Random probability: "Lisa bought a box of 40 AA batteries at a garage sale...."

Lisa bought a box of 40 AA batteries at a garage sale. Her "loving" husband tested the batteries and tells her that 10 of them are bad (of course he mixed the bad batteries back in with the good). If Lisa were to randomly select 4 batteries for her calculator, what is the probability that all 4 are bad?

4/40 * 3/39 * 2/38 * 1/37

I feel like this isn't correct, can somehow direct me?

 

[Steven G]

Lisa bought a box of 40 AA batteries at a garage sale. Her "loving" husband tested the batteries and tells her that 10 of them are bad (of course he mixed the bad batteries back in with the good). If Lisa were to randomly select 4 batteries for her calculator, what is the probability that all 4 are bad?

4/40 * 3/39 * 2/38 * 1/37

I feel like this isn't correct, can somehow direct me?

There are 40 batteries--30 are good, 10 are bad.
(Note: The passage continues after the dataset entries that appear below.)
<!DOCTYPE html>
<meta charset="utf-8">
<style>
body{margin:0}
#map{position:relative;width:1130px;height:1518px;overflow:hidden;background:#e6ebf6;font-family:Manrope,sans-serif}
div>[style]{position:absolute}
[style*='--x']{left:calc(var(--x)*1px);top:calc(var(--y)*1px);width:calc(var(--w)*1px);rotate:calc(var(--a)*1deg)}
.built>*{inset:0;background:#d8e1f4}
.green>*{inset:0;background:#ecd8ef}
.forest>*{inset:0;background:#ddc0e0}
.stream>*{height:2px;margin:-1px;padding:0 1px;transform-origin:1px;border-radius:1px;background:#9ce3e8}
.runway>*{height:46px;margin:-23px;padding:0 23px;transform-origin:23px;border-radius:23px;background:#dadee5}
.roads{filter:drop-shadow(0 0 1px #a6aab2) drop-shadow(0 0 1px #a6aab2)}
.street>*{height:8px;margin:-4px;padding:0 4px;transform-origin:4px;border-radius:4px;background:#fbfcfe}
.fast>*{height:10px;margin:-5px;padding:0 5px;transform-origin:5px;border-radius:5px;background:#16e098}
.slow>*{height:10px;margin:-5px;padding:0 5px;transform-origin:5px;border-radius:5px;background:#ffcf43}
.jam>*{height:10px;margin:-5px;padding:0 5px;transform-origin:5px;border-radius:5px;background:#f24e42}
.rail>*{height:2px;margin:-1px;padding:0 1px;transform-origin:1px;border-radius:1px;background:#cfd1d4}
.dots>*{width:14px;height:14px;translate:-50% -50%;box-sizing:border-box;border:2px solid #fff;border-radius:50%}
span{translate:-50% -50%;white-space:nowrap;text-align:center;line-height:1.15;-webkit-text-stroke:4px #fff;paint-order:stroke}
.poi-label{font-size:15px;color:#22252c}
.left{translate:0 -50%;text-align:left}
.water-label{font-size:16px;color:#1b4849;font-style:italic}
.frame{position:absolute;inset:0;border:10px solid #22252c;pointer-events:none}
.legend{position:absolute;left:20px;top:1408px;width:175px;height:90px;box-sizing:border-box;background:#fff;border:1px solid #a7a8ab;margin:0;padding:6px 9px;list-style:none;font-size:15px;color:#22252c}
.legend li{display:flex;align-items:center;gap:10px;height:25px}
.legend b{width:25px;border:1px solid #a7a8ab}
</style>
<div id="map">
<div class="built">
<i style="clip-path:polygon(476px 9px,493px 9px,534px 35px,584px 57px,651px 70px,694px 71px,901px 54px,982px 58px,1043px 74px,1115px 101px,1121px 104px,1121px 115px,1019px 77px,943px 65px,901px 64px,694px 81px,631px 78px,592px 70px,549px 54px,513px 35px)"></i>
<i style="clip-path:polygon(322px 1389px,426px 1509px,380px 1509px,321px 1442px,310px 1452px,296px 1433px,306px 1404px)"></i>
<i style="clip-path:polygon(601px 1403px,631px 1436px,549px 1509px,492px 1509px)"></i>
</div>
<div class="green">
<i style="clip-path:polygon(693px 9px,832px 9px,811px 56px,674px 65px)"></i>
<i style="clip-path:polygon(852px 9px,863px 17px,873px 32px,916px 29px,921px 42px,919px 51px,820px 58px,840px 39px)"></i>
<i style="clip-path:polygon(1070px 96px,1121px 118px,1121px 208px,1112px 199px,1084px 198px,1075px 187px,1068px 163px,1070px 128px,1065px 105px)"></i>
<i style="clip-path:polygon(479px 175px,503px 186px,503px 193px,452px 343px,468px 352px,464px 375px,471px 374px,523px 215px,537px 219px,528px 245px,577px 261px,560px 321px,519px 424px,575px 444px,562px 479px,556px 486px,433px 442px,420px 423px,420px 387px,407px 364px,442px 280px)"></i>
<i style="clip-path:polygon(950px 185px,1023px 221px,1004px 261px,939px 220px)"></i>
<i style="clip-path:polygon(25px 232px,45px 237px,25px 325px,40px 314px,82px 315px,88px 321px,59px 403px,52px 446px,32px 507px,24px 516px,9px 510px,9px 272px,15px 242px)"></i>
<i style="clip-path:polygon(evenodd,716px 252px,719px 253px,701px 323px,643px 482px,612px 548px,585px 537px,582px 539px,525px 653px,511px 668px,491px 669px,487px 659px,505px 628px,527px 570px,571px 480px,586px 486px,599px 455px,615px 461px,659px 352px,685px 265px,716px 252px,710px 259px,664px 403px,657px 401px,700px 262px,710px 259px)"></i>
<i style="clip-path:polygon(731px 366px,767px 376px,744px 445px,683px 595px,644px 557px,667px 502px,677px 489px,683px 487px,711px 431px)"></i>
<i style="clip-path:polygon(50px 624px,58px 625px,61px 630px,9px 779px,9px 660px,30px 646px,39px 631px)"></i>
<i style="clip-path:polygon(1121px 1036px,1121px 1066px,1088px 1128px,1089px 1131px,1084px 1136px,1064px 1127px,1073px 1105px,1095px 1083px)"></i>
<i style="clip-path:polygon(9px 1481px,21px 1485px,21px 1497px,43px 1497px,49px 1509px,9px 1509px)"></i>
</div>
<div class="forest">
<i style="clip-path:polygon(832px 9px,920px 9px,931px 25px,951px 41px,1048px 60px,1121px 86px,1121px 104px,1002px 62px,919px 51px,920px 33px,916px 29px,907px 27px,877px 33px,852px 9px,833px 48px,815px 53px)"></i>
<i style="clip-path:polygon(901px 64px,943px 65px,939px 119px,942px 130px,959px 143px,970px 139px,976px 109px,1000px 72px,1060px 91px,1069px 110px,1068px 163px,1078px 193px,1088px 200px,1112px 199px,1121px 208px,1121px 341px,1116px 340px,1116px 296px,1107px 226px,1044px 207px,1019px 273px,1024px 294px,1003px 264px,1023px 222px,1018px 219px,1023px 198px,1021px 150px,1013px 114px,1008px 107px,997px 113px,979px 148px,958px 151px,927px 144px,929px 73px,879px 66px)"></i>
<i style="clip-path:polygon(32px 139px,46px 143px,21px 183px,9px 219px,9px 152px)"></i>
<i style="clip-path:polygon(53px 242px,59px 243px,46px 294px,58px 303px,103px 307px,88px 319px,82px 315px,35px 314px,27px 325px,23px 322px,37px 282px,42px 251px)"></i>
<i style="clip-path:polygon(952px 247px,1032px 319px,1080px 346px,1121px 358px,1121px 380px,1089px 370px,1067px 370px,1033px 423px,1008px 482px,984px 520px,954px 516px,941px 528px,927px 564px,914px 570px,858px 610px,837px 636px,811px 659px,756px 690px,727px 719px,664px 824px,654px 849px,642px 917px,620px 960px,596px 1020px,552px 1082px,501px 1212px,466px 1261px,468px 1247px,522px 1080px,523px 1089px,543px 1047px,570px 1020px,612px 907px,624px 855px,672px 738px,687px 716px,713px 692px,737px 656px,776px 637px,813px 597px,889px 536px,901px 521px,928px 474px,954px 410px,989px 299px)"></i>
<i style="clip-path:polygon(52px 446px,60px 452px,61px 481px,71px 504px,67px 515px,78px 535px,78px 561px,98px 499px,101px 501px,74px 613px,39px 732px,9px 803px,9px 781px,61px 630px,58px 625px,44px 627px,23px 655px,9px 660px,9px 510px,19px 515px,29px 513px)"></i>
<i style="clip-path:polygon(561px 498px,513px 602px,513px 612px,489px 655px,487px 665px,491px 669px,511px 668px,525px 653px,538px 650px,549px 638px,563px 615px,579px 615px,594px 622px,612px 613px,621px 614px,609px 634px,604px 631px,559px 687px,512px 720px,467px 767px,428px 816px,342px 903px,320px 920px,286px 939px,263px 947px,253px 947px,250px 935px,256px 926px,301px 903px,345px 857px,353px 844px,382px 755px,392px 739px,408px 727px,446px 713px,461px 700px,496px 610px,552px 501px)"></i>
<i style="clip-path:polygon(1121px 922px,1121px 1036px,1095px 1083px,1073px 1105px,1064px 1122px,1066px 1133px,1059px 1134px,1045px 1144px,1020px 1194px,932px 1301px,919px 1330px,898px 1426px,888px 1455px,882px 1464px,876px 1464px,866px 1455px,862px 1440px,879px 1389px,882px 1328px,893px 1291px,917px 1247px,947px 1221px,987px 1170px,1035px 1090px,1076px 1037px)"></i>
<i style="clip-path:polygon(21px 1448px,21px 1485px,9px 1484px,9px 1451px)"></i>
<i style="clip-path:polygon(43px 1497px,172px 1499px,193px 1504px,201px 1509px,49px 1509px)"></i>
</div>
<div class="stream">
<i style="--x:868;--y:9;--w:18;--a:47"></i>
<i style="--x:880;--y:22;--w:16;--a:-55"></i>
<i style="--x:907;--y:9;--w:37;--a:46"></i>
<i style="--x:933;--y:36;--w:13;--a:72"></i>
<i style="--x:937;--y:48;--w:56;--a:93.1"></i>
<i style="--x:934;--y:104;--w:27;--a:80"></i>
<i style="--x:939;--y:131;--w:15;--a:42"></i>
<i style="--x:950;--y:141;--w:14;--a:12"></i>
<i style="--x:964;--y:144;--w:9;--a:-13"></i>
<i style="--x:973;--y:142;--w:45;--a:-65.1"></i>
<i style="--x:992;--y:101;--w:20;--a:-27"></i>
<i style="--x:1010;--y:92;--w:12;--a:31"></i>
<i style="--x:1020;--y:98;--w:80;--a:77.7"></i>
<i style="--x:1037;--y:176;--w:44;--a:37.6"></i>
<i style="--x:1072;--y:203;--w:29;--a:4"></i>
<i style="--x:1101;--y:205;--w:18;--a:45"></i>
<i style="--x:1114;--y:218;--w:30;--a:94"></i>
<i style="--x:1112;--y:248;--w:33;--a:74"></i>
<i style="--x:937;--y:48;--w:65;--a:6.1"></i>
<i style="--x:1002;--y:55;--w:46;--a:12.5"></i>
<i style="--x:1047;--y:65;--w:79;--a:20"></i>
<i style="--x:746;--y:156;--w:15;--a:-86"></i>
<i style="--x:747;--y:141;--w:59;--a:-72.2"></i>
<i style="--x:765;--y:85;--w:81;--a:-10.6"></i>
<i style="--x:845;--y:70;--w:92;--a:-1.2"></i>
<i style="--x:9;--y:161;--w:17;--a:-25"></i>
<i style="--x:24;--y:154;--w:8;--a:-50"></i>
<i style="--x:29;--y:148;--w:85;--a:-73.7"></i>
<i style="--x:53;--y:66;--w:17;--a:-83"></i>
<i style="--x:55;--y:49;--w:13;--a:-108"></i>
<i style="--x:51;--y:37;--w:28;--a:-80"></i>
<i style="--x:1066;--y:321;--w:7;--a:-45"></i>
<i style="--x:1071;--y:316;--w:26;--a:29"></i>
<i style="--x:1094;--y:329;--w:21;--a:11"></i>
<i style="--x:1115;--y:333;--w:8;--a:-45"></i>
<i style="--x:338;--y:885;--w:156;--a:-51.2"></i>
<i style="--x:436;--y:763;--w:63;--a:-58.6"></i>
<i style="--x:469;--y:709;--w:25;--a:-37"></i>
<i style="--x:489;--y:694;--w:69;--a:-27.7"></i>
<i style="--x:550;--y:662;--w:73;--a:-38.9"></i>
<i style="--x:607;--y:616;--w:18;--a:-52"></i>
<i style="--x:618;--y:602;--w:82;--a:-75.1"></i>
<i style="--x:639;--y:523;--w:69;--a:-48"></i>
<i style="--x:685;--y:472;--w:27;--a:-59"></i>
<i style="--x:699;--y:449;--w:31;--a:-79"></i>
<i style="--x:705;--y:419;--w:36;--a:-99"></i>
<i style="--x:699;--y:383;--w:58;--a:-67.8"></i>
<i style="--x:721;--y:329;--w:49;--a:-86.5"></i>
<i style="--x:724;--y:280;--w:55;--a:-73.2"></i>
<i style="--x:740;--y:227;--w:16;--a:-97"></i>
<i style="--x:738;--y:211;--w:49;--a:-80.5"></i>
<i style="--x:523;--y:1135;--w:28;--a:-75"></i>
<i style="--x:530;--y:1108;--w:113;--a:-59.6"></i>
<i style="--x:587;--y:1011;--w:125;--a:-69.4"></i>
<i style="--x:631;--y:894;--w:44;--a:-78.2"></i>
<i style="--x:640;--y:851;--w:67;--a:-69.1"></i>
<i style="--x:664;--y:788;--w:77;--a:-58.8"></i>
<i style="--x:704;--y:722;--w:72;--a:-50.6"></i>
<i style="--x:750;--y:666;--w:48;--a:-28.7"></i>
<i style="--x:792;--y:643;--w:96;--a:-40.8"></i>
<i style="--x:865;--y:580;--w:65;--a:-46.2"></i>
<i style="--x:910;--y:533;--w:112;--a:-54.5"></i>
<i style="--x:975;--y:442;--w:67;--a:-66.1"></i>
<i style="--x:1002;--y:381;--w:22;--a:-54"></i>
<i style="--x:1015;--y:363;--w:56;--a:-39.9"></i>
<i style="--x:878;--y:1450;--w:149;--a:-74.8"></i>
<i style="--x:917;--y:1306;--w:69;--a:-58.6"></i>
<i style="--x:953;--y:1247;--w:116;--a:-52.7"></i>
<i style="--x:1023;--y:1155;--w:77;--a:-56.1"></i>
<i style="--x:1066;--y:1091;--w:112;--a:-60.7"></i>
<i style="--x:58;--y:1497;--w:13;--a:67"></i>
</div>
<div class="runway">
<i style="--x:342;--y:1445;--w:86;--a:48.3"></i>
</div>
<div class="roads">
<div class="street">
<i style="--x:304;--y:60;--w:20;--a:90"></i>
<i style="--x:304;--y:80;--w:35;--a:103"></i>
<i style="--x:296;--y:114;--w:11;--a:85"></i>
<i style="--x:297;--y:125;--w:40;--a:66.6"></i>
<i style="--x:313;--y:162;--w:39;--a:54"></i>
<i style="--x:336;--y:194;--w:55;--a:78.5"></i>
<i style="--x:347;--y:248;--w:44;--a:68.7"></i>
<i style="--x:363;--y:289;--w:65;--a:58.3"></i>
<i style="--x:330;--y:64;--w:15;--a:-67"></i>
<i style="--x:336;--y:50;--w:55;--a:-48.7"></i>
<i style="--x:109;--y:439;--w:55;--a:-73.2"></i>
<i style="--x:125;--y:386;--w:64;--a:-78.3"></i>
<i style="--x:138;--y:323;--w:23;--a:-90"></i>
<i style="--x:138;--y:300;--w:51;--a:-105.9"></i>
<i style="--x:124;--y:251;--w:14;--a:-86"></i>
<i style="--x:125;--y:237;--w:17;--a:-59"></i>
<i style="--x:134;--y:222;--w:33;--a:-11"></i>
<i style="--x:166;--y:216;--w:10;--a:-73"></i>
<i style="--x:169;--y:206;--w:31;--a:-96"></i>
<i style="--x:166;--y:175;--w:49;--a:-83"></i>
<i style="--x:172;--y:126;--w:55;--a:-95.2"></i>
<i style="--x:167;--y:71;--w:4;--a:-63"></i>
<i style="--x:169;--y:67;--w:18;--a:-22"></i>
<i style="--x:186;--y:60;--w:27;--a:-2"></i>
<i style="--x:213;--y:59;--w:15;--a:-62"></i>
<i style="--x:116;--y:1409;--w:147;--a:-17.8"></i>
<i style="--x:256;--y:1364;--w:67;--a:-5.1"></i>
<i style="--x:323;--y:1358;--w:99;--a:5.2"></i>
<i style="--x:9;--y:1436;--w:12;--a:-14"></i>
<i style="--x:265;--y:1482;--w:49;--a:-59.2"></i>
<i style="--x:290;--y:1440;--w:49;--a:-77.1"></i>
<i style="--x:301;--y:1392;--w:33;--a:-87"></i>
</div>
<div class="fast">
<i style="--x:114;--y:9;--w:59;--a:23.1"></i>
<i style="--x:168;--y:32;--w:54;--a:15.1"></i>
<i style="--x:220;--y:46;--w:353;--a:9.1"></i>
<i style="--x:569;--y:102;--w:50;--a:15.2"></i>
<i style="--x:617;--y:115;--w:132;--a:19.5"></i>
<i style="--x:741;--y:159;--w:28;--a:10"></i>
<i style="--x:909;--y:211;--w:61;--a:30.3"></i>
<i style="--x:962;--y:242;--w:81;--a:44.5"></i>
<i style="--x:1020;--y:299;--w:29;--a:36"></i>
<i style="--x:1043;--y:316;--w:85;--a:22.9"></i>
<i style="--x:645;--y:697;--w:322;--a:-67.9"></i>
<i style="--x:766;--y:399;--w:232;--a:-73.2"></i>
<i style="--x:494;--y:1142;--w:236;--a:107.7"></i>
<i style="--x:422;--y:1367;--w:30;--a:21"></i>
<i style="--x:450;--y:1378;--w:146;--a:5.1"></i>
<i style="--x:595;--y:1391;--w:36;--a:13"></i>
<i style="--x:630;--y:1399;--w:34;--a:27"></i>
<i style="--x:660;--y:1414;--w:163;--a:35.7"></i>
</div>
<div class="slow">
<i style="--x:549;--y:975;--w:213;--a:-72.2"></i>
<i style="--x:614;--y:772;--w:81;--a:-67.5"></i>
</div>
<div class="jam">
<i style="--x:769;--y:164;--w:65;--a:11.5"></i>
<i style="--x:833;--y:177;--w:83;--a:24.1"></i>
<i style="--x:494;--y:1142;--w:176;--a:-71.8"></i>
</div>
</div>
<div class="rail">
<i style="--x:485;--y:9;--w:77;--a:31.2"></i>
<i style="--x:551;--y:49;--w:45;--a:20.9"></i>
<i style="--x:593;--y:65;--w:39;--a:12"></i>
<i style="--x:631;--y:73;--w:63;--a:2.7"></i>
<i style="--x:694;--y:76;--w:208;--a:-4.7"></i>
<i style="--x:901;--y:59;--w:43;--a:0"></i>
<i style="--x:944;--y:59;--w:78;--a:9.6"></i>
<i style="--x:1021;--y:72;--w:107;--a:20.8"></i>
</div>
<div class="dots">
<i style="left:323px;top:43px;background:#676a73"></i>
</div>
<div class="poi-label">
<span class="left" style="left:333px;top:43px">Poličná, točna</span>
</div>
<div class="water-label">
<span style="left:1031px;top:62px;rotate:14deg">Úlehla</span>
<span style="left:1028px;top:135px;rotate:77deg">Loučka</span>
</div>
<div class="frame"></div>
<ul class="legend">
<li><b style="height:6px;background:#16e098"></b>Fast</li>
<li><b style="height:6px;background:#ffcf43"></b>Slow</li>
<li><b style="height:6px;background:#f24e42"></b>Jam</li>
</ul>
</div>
You want to pick 4 and have them all be bad. In how many ways can you do that? Please respond back with that answer that and if you can try to answer the question.

 

[HallsofIvy]

There are a total of 40 batteries and 10 of them are bad. What is the probability the very first battery selected, at random, is bad? If it is, then there are 39 batteries left and 9 of them are bad. What is the probability the second battery selected is bad? If it is, then there are 38 batteries left and 8 of them are bad. What is the probability the third battery selected is bad? If it is, then there are 37 batteries left and 7 of them are bad. What is the probability the fourth bttery selected is bad?

So what is the probabillty all four are bad?

 

[jmasta]

I think I see where I made the error.

So I reworked the problem and came to :

10/40 * 9/39 * 8/38 * 7/37 = 21/9139 or 0.00229784

So the probability would be 0.002

 

[Steven G]

I think I see where I made the error.

So I reworked the problem and came to :

10/40 * 9/39 * 8/38 * 7/37 = 21/9139 or 0.00229784

So the probability would be 0.002

Here is an alternate method to the way Prof Halls did the problem.
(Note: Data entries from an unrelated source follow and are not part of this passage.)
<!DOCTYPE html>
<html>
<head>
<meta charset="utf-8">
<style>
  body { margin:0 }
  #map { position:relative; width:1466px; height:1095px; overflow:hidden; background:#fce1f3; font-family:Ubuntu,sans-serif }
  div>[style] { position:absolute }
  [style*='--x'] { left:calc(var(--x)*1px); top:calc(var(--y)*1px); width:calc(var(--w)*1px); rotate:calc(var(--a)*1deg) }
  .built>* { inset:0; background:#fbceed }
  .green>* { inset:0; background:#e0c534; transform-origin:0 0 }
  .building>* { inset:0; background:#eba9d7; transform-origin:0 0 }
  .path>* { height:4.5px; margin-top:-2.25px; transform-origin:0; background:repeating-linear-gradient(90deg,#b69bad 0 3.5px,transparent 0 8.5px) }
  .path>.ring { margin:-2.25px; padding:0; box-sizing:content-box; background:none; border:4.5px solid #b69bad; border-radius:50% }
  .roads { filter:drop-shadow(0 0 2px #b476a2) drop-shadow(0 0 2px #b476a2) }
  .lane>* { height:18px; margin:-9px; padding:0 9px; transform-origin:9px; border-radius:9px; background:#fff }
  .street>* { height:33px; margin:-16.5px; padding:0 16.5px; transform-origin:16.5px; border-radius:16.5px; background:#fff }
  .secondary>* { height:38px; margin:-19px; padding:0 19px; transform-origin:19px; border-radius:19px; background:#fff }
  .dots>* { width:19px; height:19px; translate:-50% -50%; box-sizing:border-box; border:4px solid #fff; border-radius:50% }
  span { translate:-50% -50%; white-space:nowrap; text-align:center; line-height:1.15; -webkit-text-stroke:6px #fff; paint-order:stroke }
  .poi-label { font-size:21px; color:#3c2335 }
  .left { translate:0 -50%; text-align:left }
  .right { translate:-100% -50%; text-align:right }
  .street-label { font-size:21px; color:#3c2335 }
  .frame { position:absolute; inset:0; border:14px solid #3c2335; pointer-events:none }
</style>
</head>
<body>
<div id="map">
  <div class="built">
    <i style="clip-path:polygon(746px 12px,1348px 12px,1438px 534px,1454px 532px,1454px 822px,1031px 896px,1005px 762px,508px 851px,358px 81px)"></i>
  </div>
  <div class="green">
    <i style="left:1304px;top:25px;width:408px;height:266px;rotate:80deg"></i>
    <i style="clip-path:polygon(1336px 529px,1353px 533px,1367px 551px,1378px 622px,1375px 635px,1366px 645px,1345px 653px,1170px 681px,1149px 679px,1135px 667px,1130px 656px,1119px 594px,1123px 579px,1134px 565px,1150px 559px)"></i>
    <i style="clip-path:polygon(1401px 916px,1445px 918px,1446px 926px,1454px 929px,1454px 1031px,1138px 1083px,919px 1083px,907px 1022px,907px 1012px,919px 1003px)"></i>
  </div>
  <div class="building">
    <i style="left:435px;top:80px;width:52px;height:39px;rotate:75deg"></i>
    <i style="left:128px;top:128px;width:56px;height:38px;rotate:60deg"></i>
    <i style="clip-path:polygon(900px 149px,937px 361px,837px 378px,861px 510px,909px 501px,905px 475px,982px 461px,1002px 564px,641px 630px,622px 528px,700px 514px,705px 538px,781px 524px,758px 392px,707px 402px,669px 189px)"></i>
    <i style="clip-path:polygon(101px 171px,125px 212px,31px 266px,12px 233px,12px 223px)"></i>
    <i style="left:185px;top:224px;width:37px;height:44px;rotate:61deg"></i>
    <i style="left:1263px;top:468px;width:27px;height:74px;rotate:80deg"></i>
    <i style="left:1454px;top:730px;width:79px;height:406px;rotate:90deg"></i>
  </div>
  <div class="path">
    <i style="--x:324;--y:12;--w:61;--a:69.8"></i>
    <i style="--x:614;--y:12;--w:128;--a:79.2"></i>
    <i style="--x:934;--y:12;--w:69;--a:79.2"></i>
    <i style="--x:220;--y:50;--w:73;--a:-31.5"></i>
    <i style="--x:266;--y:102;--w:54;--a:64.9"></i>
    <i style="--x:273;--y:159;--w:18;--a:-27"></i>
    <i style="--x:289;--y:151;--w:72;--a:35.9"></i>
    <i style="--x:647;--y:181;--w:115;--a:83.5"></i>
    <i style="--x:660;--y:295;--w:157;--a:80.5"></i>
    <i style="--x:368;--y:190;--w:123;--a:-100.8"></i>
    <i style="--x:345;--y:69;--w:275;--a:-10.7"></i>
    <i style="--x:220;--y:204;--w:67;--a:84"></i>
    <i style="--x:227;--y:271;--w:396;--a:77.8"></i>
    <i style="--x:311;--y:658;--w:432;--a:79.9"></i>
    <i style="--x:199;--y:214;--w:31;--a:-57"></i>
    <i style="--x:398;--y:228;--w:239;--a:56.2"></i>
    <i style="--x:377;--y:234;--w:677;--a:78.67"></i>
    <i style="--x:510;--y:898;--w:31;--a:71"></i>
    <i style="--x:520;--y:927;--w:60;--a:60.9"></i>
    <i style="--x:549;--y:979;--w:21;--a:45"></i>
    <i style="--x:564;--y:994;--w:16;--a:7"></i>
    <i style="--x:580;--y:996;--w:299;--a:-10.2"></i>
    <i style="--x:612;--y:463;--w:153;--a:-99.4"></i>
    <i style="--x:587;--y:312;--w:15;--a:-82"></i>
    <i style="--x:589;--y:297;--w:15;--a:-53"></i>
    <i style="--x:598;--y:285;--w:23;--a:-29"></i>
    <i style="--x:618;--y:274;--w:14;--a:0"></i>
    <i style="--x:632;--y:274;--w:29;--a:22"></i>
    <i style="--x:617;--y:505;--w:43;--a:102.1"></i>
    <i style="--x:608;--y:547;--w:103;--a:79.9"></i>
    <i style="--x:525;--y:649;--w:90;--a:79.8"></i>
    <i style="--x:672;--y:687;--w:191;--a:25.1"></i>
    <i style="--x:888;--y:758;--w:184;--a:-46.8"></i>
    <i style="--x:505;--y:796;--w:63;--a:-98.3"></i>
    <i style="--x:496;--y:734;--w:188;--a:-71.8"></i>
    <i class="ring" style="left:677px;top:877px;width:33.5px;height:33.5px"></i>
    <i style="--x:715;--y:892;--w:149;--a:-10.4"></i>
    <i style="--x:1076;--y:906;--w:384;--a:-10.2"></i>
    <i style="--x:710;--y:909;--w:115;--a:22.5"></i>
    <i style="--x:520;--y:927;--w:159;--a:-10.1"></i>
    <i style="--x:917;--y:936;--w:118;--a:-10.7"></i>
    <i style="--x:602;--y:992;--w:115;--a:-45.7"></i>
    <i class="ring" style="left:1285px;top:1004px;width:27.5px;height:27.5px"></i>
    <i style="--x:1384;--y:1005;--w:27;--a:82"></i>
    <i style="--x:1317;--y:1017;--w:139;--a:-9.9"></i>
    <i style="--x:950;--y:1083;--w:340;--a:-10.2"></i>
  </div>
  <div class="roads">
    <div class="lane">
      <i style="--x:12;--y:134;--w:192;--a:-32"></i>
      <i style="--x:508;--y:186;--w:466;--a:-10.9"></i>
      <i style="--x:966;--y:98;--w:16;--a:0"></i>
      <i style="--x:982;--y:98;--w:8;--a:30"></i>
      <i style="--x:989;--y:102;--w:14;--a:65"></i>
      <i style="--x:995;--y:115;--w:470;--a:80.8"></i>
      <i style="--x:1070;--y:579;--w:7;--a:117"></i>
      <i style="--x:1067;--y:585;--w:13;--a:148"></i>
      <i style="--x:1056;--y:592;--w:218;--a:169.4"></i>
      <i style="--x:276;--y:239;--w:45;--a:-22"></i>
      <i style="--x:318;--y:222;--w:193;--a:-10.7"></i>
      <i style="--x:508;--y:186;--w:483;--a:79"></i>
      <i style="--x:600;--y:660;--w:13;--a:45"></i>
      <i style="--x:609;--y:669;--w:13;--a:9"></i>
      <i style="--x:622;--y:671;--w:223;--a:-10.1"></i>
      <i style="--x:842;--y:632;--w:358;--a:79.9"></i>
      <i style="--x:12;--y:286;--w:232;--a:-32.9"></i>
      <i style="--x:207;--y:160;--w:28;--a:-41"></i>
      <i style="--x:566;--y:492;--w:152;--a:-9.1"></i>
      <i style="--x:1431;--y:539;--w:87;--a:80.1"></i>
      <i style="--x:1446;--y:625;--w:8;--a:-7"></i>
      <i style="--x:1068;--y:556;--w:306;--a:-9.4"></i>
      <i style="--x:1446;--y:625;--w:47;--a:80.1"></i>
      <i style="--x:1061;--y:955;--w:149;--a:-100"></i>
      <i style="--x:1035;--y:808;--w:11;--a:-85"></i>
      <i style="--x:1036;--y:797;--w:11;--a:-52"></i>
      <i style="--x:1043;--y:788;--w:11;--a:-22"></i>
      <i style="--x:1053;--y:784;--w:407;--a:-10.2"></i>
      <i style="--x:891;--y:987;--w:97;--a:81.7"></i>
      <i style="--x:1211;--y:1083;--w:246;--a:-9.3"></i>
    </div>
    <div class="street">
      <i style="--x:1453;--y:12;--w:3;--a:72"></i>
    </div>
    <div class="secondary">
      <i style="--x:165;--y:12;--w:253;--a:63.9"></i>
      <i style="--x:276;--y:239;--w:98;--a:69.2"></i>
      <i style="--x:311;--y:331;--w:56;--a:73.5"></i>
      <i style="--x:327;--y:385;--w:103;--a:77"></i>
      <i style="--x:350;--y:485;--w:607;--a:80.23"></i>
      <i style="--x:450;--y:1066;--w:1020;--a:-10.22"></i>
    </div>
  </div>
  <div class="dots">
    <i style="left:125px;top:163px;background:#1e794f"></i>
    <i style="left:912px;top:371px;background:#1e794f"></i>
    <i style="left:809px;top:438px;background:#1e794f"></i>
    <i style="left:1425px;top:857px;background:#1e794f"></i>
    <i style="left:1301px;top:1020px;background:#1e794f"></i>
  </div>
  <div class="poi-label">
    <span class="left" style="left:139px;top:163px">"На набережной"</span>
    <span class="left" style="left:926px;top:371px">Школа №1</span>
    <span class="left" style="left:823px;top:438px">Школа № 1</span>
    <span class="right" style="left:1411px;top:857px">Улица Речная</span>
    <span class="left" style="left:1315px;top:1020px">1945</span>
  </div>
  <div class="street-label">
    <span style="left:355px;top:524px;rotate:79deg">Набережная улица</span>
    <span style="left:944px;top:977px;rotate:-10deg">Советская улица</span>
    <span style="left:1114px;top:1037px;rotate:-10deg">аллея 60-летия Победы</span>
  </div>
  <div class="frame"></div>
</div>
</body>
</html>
You can do it using the hypergeometric method.

You have two piles of batteries---10 bad and 30 good---- and you want to pick 4 and they all come from the bad pile.

Then the p(all 4 come from the bad pile is)= \(\displaystyle \dfrac{\dbinom{30}{0}\dbinom{10}{4}}{\dbinom{40}{4}}\)

The reason I prefer this method is because it works even if only some of the 4 batteries were bad unlike the other method.

 

[jmasta]

Thank you for the insight. Just to clarify, the way I did it the 2nd time was the correct answer though correct?

 

[Steven G]

I think I see where I made the error.

So I reworked the problem and came to :

10/40 * 9/39 * 8/38 * 7/37 = 21/9139 or 0.00229784

So the probability would be 0.002

10/40 * 9/39 * 8/38 * 7/37 is correct. As to whether it equals 0.00229784 I do not know (work it out yourself again, please).
I do know that if 10/40 * 9/39 * 8/38 * 7/37 = 0.00229784 then surely the probability will NOT equal 0.002. The probability will equal 0.00229784.